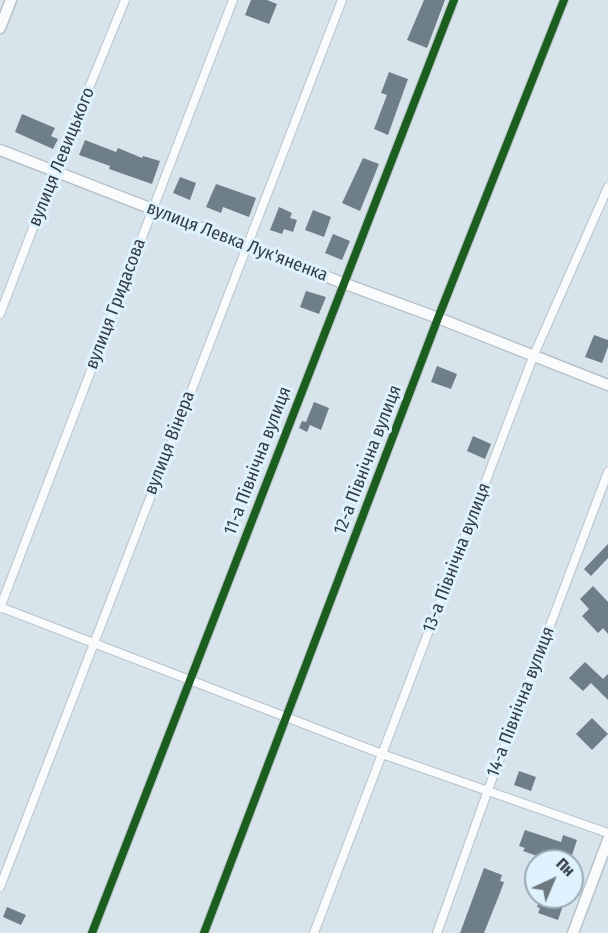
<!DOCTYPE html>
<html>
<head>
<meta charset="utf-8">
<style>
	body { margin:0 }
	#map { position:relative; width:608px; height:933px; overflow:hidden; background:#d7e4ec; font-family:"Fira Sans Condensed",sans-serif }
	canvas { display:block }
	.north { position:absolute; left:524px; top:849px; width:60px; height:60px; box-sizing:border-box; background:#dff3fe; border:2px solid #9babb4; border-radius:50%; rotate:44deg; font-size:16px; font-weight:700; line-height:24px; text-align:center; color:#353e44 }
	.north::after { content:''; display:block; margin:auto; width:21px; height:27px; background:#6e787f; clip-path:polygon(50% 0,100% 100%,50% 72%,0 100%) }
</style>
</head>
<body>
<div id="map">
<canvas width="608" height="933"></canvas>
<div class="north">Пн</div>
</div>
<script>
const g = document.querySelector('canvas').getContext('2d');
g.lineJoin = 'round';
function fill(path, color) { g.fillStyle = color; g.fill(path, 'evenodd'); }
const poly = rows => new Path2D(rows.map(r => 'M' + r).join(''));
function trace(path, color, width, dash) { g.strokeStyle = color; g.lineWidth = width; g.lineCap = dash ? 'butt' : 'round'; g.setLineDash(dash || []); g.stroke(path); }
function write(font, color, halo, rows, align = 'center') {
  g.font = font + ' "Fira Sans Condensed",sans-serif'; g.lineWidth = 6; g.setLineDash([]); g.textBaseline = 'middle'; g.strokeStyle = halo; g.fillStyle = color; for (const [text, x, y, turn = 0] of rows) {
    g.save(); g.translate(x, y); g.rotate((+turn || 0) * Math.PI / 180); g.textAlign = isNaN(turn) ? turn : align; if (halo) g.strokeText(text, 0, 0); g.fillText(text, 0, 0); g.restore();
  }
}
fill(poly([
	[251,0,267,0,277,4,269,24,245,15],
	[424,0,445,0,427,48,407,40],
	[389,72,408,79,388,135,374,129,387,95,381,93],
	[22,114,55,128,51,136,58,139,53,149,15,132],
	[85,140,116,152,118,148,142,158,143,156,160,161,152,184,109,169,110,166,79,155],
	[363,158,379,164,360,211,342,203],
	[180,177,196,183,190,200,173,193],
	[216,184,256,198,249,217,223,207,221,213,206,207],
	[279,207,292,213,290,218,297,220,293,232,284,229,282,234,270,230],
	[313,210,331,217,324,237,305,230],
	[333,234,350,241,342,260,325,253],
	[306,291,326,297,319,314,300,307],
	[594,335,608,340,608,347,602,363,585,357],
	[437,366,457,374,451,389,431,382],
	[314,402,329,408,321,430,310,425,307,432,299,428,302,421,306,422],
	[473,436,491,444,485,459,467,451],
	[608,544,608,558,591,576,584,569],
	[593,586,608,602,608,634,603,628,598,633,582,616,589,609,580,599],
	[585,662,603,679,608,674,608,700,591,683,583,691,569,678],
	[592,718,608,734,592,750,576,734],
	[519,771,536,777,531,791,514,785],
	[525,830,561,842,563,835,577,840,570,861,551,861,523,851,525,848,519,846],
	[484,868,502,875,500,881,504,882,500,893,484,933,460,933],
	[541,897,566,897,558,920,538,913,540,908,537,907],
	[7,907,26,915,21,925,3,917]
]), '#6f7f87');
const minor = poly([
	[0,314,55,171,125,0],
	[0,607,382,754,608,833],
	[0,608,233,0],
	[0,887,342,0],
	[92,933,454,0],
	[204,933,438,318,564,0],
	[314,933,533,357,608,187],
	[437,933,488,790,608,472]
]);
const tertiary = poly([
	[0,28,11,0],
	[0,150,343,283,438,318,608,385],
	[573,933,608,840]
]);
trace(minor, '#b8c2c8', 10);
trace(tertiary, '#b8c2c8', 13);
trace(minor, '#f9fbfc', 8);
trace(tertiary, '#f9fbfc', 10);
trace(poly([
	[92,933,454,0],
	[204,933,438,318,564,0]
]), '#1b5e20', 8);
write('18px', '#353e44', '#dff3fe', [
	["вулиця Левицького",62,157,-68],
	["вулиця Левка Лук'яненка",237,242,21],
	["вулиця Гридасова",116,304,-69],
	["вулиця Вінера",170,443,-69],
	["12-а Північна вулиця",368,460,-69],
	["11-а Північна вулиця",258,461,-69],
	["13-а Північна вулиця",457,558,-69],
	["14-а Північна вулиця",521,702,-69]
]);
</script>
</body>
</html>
-.-.-
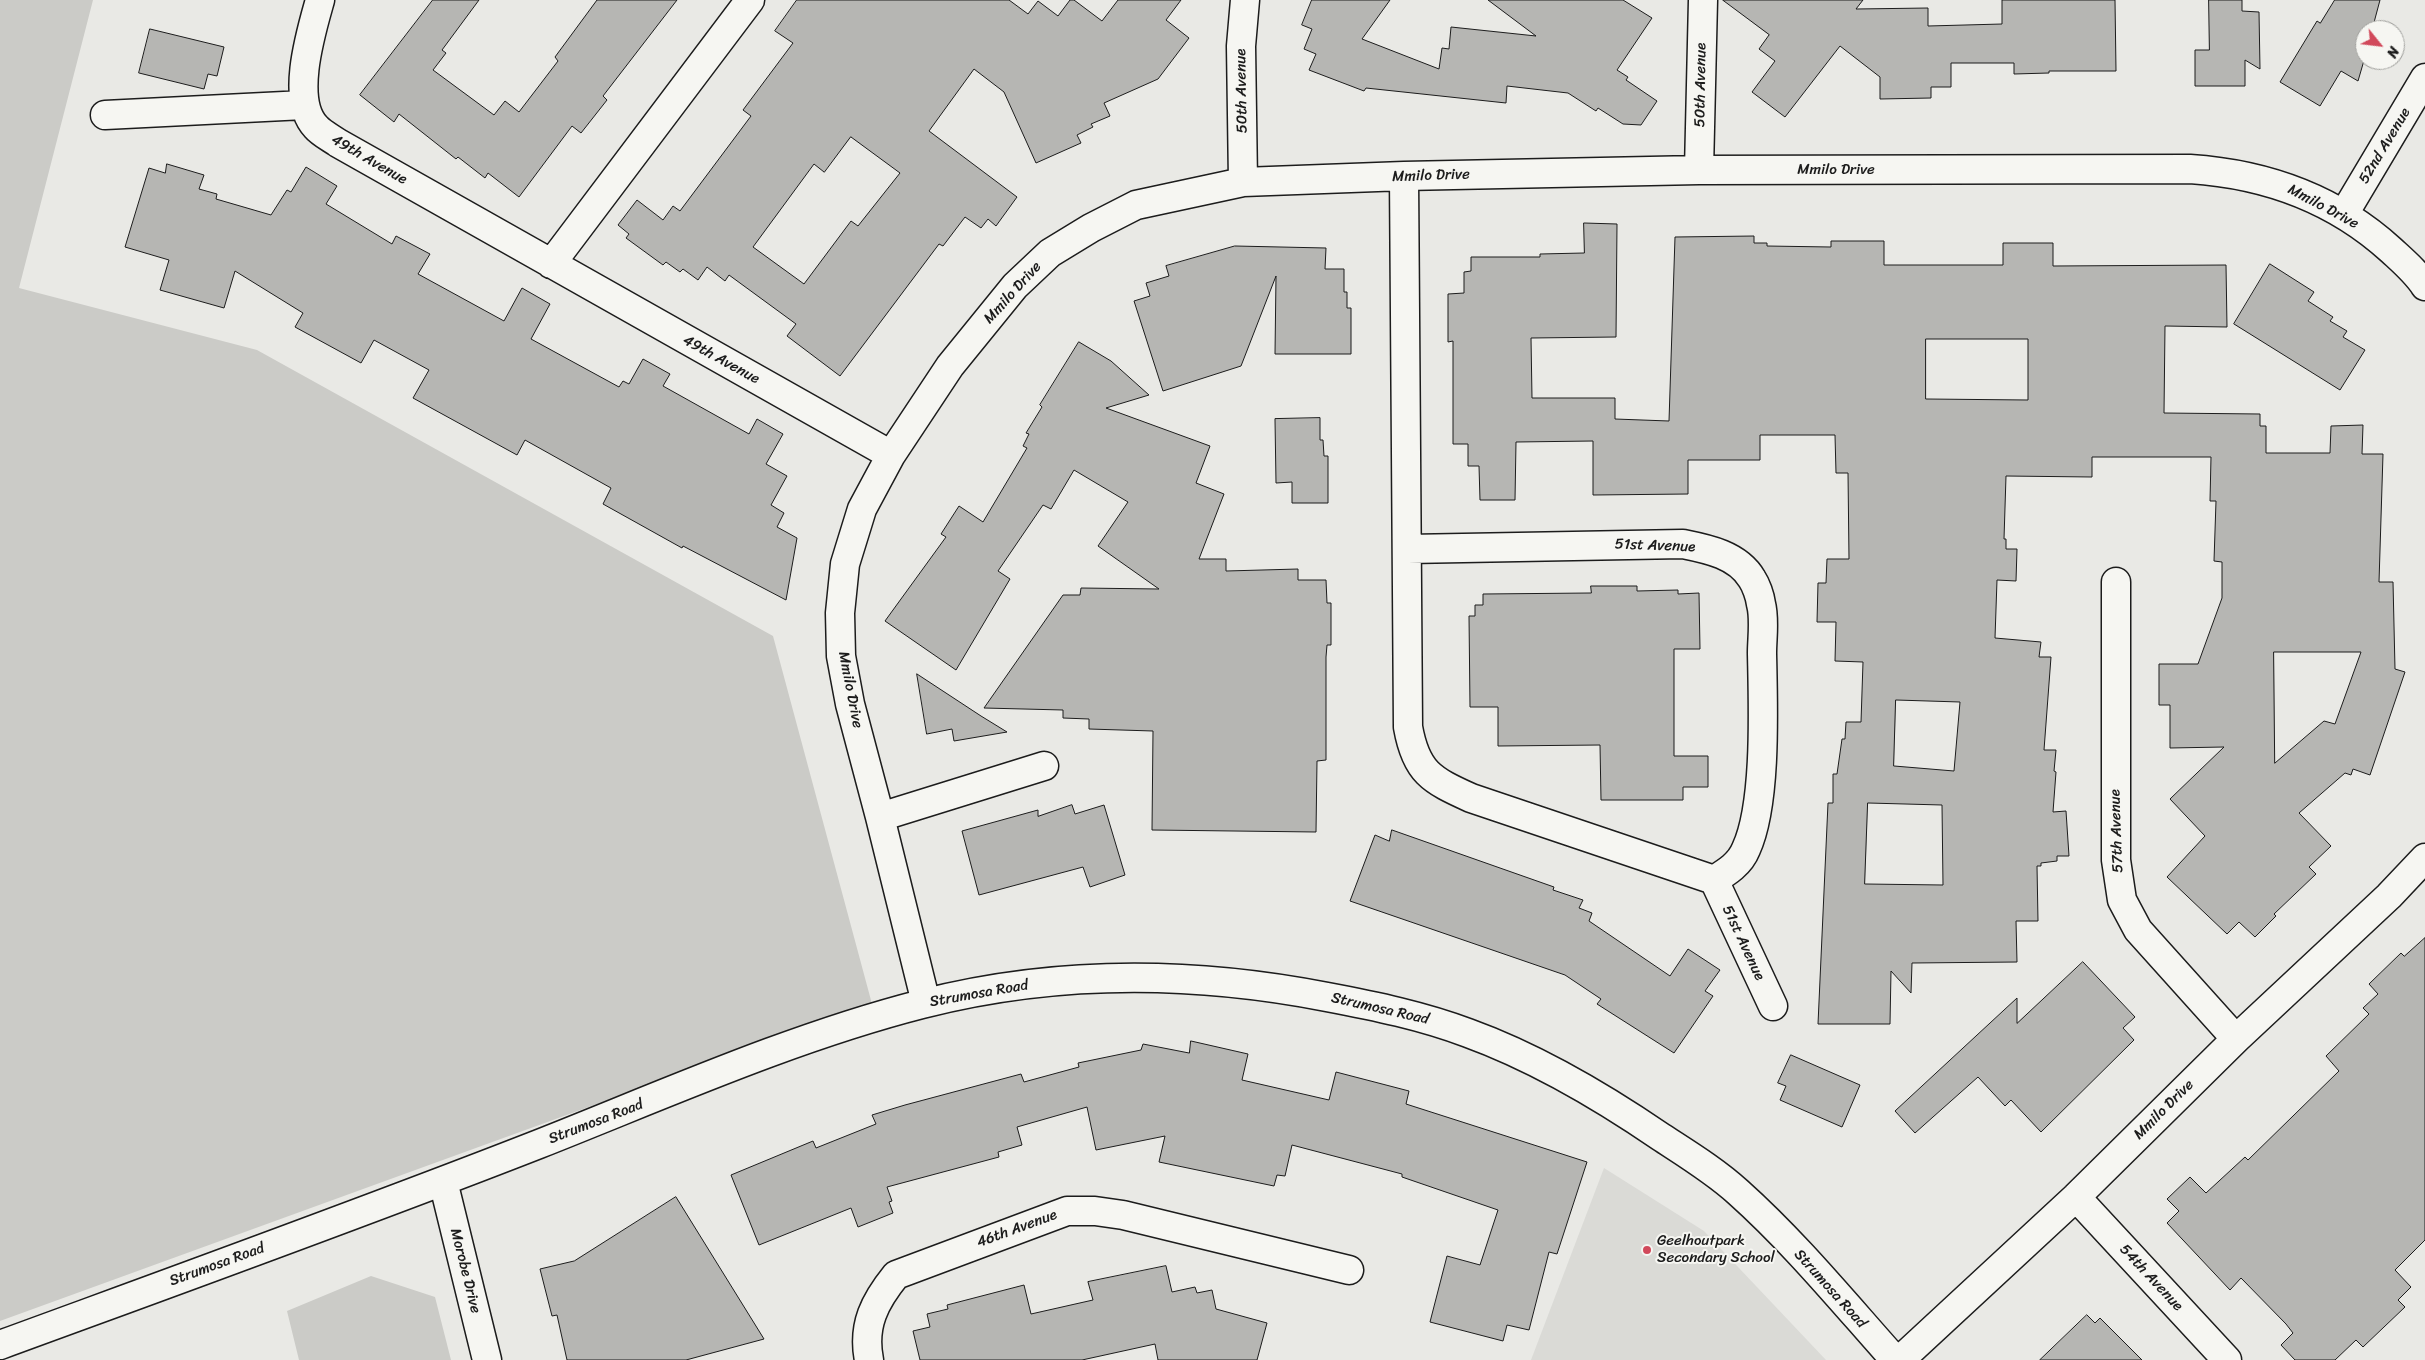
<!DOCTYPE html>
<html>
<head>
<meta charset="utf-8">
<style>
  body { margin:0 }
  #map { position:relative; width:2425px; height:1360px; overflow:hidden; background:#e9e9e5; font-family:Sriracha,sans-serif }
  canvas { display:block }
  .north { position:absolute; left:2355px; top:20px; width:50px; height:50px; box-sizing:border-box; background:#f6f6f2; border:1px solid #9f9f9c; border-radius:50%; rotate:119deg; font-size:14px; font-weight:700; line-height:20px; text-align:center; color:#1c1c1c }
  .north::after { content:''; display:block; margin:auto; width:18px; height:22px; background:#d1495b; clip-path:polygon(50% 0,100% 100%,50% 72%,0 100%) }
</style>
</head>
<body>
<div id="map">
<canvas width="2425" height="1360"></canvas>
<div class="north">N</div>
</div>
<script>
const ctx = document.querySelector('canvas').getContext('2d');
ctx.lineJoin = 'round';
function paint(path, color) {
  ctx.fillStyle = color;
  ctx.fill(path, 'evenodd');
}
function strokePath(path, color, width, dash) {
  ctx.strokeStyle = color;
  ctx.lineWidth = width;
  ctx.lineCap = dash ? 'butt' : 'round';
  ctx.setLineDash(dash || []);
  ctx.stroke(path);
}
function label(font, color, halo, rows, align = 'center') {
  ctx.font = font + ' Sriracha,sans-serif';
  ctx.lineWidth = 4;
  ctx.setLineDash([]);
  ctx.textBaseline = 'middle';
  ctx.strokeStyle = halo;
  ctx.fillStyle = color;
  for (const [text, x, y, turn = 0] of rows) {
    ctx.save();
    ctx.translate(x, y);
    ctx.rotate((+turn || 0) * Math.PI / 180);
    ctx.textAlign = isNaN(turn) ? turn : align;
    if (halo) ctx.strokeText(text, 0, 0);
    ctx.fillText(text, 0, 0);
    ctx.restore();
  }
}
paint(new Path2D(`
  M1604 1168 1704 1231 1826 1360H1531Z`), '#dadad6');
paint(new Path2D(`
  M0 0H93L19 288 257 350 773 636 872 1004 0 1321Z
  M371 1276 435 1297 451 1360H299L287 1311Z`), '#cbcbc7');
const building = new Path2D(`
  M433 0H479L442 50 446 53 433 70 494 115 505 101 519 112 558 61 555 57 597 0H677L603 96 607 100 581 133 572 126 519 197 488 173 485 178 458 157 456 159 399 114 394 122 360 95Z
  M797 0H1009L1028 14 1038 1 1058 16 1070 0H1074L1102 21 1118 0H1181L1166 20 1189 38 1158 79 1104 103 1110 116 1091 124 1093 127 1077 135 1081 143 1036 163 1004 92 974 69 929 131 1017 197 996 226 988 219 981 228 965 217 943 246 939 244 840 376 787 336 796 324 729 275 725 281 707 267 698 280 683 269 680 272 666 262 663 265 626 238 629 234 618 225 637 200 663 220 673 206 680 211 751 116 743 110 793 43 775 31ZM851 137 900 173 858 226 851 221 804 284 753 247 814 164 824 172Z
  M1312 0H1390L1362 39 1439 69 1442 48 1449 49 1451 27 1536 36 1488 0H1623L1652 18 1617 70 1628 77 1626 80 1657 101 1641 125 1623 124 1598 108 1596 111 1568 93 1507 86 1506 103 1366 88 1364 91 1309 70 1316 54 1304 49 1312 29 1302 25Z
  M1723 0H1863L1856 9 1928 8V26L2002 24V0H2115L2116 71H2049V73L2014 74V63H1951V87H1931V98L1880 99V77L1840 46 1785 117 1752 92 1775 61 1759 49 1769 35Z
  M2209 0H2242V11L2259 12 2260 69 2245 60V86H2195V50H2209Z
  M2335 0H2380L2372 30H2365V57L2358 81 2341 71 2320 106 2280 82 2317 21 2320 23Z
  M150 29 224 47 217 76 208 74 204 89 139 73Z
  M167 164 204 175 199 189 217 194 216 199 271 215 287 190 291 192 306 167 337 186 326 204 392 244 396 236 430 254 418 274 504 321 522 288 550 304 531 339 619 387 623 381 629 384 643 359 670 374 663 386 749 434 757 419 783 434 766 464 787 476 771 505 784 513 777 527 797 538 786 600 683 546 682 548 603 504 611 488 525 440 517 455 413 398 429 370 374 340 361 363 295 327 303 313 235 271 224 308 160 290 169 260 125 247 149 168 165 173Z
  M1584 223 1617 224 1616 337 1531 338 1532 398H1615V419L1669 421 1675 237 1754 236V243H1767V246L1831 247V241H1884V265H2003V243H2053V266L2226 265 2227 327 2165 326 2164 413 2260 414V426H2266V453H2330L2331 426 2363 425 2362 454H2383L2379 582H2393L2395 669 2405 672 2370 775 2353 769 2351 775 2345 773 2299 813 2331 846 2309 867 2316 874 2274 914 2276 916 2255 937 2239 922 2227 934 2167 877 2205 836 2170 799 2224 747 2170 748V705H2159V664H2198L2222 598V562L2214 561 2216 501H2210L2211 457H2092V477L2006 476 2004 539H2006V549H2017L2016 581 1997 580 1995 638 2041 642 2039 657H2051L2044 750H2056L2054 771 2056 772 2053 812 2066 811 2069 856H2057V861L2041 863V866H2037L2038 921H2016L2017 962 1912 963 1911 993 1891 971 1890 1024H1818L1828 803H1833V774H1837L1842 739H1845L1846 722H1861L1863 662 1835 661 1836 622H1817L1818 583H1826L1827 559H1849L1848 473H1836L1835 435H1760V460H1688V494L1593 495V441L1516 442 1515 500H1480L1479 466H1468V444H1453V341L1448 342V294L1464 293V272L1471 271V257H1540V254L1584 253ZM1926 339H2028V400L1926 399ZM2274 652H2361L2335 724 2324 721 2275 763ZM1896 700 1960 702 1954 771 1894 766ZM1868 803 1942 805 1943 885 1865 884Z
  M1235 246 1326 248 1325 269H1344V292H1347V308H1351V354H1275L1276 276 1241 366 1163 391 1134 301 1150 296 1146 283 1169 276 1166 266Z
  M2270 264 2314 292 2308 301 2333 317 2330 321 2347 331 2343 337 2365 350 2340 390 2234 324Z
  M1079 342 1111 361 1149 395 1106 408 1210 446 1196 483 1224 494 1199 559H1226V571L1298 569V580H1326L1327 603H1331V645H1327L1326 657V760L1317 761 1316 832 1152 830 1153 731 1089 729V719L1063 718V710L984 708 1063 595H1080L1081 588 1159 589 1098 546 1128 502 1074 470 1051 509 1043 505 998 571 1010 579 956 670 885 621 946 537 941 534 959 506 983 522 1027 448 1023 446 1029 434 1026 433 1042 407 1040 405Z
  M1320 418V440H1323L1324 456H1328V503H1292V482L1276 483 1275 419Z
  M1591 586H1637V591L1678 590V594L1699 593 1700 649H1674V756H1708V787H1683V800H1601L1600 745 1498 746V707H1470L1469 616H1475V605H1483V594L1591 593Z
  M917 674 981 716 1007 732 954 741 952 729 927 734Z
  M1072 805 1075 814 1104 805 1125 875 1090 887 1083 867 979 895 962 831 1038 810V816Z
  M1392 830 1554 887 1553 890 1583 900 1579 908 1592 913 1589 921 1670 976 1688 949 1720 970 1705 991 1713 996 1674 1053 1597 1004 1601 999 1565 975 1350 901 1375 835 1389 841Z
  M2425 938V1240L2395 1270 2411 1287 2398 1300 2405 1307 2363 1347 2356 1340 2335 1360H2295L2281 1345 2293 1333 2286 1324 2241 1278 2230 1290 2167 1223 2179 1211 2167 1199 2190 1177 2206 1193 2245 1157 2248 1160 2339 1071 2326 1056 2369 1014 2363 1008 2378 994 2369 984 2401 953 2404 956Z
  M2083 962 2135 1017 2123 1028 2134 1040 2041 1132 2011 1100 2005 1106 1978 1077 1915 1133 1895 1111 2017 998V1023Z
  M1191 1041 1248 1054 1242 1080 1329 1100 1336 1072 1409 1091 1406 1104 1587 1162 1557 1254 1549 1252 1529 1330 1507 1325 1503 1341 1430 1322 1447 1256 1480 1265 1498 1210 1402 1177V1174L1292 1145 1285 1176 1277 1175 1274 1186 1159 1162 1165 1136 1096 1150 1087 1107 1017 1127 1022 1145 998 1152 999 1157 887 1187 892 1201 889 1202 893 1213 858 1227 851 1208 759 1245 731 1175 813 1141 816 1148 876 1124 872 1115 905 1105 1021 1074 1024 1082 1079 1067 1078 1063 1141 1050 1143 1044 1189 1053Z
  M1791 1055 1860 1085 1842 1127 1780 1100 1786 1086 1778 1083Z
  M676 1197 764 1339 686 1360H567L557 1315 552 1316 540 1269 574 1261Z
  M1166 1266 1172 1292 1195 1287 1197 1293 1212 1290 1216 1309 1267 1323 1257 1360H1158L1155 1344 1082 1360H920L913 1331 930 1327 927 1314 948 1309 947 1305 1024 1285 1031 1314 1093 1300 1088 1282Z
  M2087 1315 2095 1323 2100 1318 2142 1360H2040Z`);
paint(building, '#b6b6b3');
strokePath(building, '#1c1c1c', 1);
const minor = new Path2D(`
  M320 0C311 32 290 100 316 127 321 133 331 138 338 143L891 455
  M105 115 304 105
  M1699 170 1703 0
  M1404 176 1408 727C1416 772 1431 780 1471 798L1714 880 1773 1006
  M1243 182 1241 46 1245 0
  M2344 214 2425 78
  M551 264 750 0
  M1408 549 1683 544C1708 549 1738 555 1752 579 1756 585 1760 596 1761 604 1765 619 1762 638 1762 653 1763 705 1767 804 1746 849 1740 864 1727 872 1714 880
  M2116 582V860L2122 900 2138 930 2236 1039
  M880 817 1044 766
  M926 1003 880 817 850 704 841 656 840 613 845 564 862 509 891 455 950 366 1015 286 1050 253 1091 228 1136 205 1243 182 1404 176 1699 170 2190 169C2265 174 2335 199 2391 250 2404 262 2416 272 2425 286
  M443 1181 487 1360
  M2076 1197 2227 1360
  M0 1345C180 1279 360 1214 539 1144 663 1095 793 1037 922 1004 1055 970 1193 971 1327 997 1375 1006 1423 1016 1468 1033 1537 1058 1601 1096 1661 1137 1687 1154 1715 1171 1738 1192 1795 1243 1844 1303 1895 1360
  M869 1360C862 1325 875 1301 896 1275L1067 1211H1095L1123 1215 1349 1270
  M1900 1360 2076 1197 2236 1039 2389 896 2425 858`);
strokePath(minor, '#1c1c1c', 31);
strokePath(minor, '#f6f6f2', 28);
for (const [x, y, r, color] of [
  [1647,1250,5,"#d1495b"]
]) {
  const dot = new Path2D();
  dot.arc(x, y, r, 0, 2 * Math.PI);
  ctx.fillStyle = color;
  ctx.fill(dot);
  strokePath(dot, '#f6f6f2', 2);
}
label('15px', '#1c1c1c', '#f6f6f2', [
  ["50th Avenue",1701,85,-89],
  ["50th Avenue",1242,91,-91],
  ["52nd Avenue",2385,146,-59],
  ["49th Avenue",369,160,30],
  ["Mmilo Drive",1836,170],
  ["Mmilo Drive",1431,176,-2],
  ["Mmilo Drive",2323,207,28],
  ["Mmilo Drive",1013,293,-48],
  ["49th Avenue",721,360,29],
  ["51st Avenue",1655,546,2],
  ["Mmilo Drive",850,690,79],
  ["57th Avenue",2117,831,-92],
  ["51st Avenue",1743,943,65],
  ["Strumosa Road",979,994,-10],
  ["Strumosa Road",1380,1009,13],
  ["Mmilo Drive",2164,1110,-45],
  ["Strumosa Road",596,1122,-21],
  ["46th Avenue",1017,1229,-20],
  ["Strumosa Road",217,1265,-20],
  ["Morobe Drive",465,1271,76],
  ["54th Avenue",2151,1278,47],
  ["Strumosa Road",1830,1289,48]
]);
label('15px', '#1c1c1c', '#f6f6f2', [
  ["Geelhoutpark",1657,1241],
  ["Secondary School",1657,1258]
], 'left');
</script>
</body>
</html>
-.-.-
▶ _WHAT YOU SHOULD DO_: Beginning at the line with "function fill(path, color)" and ending at the line with "function write(font, color, halo, rows, align", reproduce each line of the data above exactly, and add no other lines.

▶ _EXERCISE OUTPUT_:
function fill(path, color) { g.fillStyle = color; g.fill(path, 'evenodd'); }
const poly = rows => new Path2D(rows.map(r => 'M' + r).join(''));
function trace(path, color, width, dash) { g.strokeStyle = color; g.lineWidth = width; g.lineCap = dash ? 'butt' : 'round'; g.setLineDash(dash || []); g.stroke(path); }
function write(font, color, halo, rows, align = 'center') {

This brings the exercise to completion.